WORK REQUEST: Below are some entries; state how many of their lines contain the word "controls", with nothing else in the reply.
══ INFORMATION SHOWN
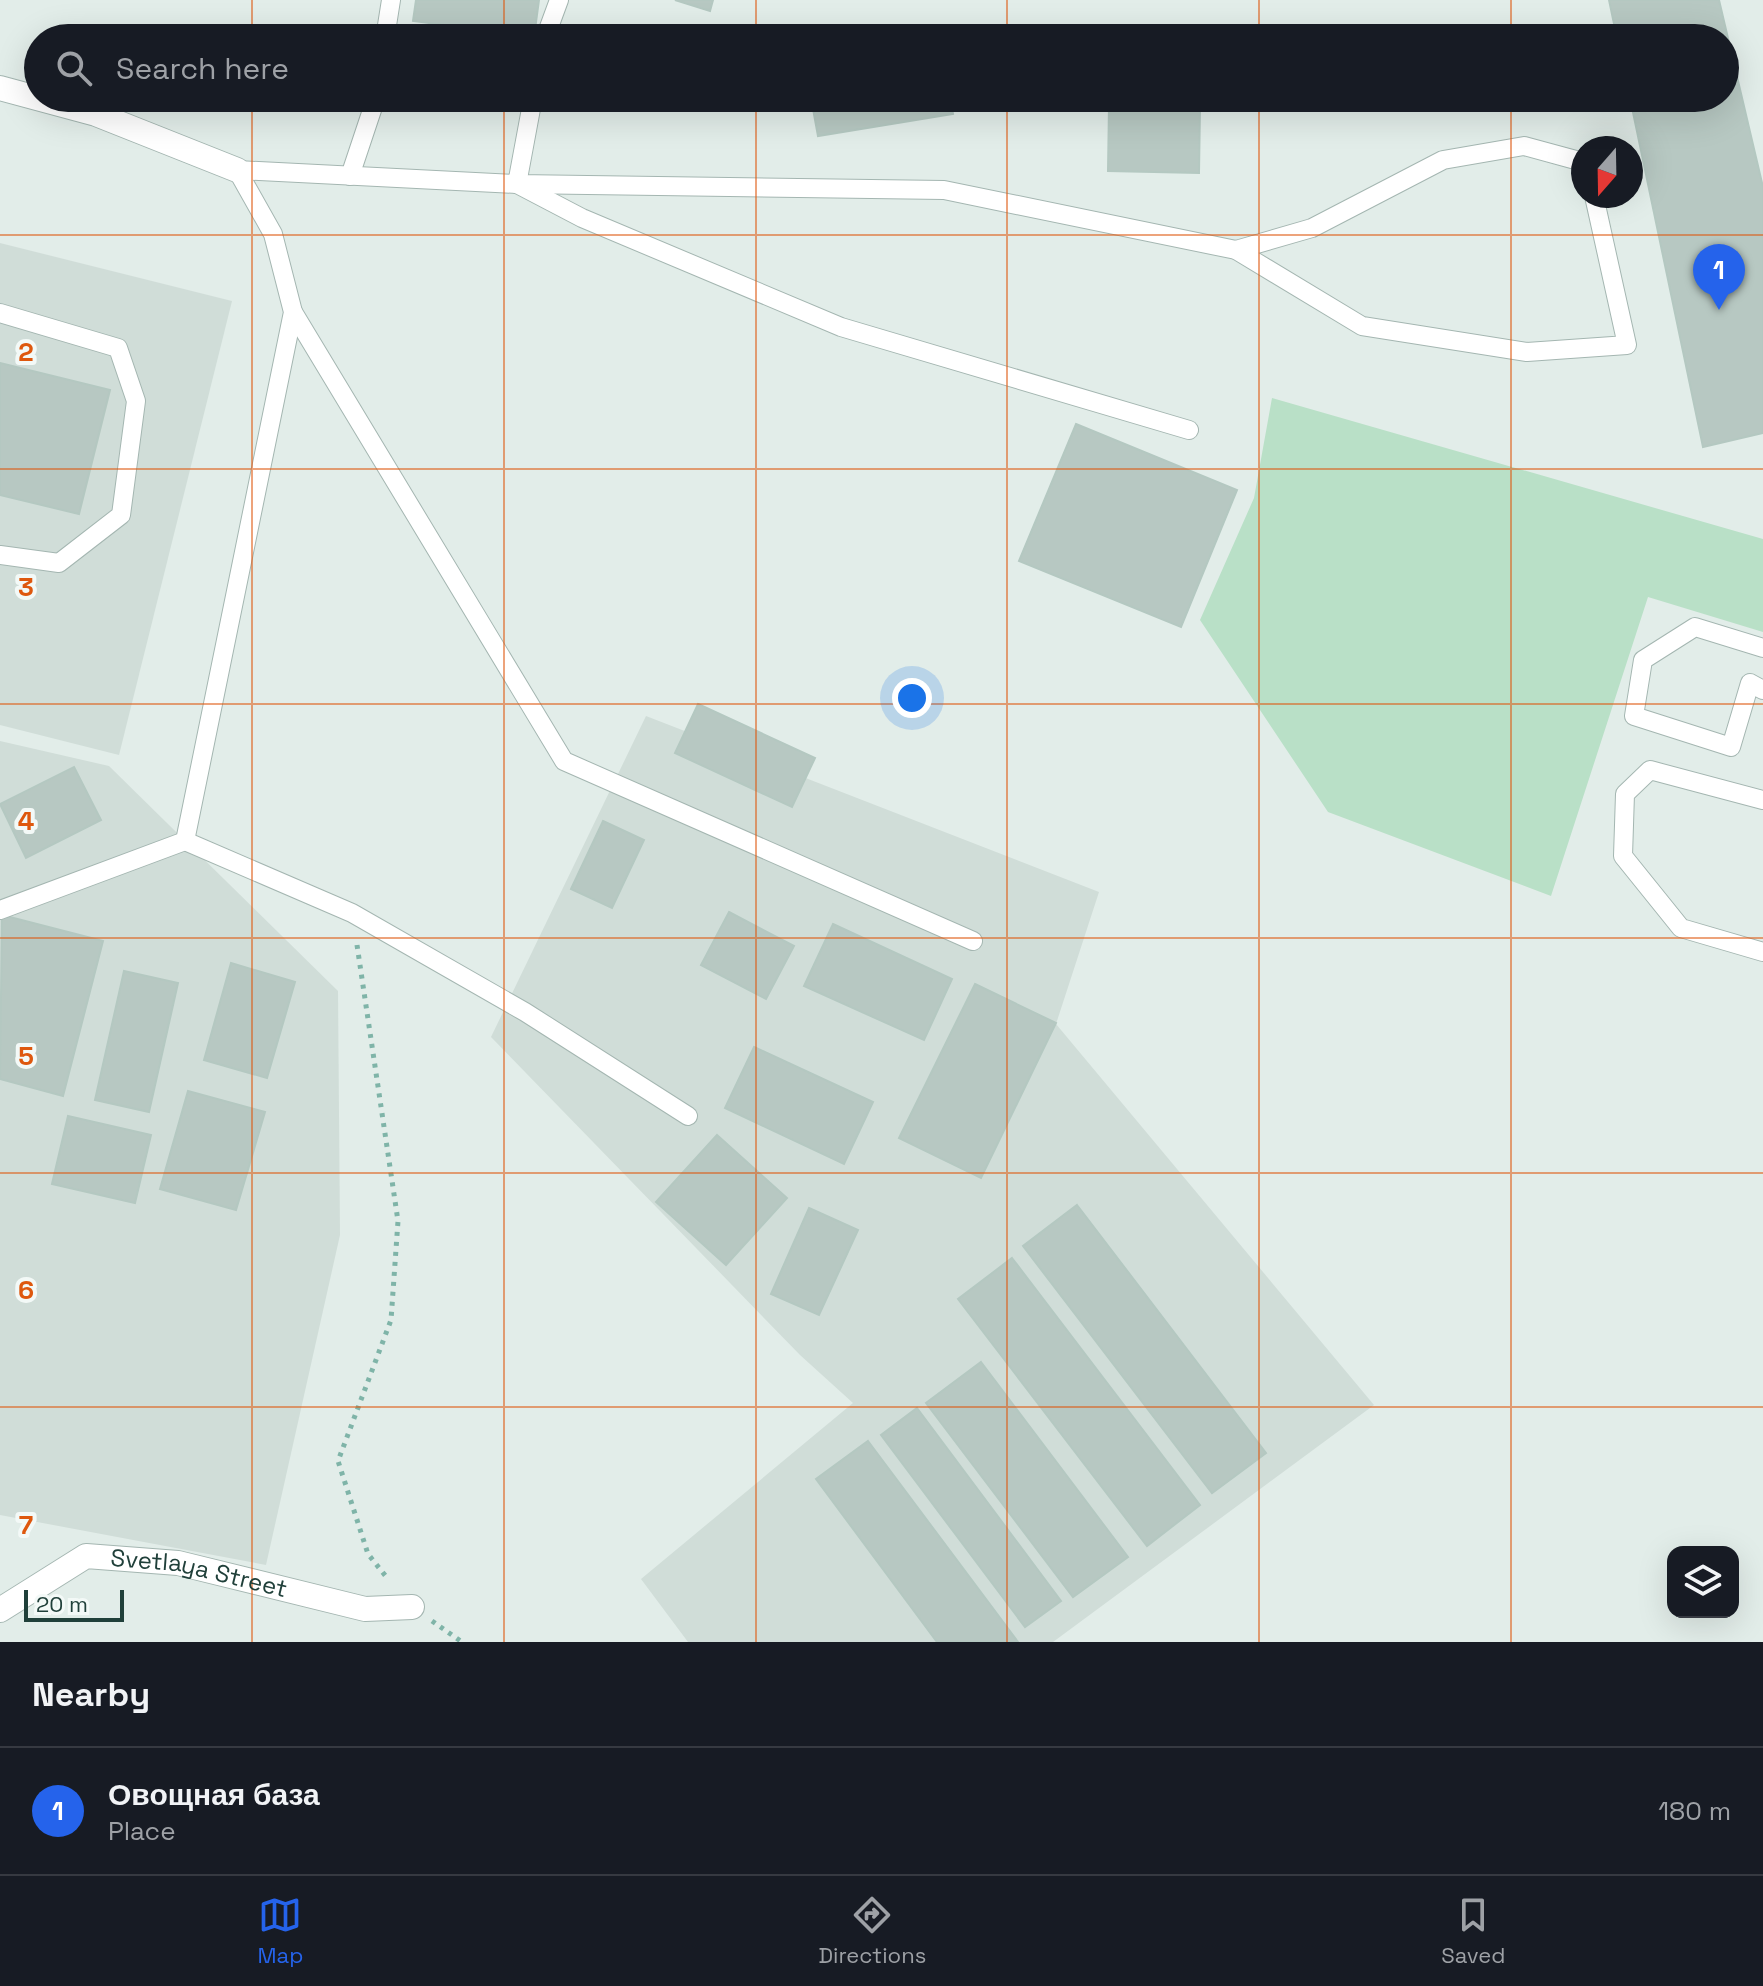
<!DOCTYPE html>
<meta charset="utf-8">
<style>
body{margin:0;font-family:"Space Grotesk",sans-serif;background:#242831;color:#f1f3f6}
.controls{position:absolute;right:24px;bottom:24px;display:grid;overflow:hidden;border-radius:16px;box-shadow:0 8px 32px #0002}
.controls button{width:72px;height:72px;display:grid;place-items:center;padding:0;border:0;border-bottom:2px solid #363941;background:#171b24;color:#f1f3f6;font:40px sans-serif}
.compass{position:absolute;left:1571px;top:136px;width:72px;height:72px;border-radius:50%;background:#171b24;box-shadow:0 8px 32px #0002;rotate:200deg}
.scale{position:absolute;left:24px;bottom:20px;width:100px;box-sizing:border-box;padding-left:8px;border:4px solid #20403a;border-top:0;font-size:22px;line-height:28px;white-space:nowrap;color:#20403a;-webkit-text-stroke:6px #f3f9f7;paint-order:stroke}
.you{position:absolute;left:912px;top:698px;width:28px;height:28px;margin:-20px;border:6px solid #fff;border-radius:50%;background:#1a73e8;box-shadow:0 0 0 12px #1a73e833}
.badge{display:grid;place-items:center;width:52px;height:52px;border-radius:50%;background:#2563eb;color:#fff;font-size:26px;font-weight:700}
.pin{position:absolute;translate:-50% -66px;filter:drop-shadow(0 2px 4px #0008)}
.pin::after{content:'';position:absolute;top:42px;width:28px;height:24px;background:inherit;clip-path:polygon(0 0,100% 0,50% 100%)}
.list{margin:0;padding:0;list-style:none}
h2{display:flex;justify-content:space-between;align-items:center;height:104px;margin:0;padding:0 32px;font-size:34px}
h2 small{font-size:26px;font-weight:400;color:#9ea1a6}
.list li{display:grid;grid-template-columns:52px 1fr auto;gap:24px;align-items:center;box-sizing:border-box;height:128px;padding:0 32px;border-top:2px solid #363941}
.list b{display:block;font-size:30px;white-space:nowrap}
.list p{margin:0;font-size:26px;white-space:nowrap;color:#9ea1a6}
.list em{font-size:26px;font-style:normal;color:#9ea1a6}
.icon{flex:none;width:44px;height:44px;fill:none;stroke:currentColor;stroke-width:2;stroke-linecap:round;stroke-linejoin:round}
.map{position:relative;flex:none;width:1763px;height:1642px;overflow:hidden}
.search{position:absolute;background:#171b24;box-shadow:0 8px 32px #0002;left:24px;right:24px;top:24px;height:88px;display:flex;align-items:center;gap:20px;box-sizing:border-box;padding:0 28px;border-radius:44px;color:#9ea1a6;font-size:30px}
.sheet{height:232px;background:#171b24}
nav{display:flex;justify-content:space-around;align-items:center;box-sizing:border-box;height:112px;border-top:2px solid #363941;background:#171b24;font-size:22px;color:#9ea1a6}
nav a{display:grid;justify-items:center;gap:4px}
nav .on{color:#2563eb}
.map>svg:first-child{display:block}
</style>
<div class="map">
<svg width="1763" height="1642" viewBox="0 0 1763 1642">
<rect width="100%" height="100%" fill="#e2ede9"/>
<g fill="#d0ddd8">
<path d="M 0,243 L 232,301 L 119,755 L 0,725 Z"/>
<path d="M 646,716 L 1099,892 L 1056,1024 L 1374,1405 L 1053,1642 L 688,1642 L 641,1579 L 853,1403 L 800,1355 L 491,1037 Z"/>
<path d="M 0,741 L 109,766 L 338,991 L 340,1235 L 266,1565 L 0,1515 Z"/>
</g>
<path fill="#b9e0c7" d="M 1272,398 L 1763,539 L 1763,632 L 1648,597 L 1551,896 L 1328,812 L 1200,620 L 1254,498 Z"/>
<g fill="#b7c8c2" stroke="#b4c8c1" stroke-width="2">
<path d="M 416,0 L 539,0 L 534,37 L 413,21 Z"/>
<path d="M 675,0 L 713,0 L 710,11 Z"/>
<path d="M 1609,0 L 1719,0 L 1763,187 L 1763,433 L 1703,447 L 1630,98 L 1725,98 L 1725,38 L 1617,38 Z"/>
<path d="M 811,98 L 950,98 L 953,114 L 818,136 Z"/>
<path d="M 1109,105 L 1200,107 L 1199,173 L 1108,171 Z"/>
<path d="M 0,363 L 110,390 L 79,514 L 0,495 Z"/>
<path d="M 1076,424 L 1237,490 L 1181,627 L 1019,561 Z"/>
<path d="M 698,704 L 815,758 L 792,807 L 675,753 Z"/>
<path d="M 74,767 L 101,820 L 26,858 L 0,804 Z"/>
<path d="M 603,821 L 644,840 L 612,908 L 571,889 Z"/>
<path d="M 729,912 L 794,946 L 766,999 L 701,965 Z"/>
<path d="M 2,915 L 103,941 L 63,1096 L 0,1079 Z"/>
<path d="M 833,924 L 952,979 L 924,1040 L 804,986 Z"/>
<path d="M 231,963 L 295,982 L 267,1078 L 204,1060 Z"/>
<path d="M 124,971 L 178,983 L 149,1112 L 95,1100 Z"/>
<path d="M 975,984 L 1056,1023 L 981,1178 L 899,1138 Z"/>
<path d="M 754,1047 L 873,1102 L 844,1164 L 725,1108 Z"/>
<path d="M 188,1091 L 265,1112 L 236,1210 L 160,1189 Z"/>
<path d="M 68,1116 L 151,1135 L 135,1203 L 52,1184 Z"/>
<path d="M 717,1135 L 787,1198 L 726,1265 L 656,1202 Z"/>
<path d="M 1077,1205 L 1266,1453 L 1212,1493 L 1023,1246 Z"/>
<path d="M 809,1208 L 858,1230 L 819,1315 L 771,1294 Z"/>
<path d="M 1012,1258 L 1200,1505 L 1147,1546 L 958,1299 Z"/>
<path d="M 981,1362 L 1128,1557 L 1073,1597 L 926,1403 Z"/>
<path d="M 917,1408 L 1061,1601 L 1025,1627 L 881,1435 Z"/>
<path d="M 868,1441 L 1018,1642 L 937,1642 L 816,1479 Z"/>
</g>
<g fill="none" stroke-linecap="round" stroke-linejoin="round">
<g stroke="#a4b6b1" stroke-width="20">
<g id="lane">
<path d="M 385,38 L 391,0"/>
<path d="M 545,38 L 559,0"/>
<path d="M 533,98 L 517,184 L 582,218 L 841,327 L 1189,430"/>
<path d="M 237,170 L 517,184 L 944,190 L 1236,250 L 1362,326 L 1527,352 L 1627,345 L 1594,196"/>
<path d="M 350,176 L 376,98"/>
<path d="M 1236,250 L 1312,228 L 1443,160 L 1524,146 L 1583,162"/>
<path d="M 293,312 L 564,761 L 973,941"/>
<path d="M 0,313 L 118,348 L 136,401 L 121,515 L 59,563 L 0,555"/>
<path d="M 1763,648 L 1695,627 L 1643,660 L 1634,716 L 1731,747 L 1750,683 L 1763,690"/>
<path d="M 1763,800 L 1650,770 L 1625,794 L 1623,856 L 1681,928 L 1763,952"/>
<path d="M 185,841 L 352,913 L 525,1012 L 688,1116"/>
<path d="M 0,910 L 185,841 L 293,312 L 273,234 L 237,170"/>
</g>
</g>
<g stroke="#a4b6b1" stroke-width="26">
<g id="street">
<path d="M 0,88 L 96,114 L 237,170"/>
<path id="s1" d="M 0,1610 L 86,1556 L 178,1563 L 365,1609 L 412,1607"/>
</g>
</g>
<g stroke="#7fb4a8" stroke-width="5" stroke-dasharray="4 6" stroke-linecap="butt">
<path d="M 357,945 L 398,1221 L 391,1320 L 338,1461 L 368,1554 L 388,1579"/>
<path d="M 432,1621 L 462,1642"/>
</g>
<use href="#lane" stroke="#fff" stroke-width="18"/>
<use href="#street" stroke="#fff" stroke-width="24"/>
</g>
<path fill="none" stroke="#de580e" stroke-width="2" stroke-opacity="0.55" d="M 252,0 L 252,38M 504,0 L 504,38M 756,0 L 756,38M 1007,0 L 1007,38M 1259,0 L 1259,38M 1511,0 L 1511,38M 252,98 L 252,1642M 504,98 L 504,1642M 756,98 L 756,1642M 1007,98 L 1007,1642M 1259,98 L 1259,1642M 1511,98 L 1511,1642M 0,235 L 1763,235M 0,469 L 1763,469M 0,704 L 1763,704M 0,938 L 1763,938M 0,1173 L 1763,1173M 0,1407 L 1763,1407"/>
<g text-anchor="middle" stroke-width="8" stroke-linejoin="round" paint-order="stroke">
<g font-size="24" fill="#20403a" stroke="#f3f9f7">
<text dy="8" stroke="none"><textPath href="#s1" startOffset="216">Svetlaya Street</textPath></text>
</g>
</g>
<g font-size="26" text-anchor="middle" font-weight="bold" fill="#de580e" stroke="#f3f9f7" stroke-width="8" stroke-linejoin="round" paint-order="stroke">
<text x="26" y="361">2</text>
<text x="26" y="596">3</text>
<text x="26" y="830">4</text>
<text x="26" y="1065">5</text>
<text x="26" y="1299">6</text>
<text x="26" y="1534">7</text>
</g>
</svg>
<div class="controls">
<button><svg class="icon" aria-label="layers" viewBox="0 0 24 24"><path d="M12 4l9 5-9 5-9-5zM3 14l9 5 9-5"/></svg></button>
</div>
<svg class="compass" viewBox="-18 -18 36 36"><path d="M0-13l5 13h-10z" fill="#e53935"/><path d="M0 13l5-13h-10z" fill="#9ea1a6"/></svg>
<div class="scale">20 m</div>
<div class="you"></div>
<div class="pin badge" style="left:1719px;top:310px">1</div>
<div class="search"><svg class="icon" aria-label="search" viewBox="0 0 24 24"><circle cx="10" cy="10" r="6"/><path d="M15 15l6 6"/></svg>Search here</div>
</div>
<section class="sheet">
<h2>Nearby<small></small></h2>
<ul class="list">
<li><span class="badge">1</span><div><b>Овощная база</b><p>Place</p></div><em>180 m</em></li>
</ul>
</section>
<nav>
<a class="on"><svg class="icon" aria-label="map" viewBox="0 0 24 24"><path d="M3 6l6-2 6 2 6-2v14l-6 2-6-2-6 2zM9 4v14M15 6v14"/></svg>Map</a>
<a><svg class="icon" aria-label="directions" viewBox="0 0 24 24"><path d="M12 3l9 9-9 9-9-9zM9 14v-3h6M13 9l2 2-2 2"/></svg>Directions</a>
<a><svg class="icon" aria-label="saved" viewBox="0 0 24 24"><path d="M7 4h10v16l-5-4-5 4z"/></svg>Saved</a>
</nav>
════
ANSWER FOR THE TASK: 3